Brisket, Ribs and Salmon at Home

Updated January 2026 | Actual smoke times from my Weber Smokey Mountain

My Failure: First brisket took 18 hours and was still tough. I did not wrap it – the stall lasted 6 hours at 165F. Now I wrap in butcher paper at 165F and finish in 12-14 hours total. Live and learn.

My actual smoke times (not estimates – logged from real cooks):

  • Pork butt (8 lbs): 14 hours at 225F, wrapped at 165F
  • Brisket (12 lbs): 12-14 hours at 250F, wrapped at 165F, done at 203F
  • Baby back ribs: 5 hours using 3-2-1 method at 225F
  • Salmon fillet: 2 hours at 180F (lower temp than meat)

Smoking Meats Guide

Mastering cooking fundamentals improves every meal you prepare. Understanding techniques builds confidence in the kitchen.

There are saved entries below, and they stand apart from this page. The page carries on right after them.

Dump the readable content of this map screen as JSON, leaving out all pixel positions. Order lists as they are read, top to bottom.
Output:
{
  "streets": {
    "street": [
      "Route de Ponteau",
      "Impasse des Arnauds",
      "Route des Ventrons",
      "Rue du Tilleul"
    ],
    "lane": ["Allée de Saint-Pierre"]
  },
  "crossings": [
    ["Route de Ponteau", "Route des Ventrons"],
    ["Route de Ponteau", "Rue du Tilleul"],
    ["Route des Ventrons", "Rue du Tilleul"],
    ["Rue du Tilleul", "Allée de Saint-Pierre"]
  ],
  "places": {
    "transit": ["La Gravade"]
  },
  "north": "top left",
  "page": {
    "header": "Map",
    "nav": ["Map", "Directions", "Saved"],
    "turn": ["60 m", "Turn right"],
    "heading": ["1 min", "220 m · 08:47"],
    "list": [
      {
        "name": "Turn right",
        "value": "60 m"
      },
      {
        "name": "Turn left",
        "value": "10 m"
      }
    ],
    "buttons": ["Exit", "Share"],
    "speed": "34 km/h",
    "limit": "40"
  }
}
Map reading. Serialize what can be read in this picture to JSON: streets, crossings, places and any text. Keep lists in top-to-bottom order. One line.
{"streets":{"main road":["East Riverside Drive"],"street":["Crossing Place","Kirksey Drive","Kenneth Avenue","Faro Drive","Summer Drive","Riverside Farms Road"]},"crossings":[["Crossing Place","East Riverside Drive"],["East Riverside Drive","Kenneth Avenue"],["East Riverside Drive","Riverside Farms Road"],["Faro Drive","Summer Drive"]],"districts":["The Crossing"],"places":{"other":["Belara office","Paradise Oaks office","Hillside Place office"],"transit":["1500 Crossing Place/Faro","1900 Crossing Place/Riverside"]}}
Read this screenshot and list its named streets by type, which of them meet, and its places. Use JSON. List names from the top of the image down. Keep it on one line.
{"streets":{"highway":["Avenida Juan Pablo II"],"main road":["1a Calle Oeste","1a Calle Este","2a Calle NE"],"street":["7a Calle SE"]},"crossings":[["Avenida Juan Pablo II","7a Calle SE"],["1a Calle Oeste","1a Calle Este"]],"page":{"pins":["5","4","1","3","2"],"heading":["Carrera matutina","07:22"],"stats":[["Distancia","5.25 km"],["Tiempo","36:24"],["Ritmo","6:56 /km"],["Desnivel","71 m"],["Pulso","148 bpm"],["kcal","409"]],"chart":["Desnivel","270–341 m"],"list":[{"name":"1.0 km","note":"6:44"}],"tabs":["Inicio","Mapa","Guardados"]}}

Backyard Smoking: Brisket, Ribs and Salmon at Home

Getting Started

Start with basic equipment and techniques. Practice regularly to build skills. Learn from mistakes and adjust.

Tips for Success

Read recipes completely before starting. Prep all ingredients in advance. Taste and adjust as you cook.

Emily Carter

Emily Carter

Author & Expert

Emily Carter is a home gardener based in the Pacific Northwest with a passion for organic vegetable gardening and native plant landscaping. She has been tending her own backyard garden for over a decade and enjoys sharing practical tips for growing food and flowers in the region's rainy climate.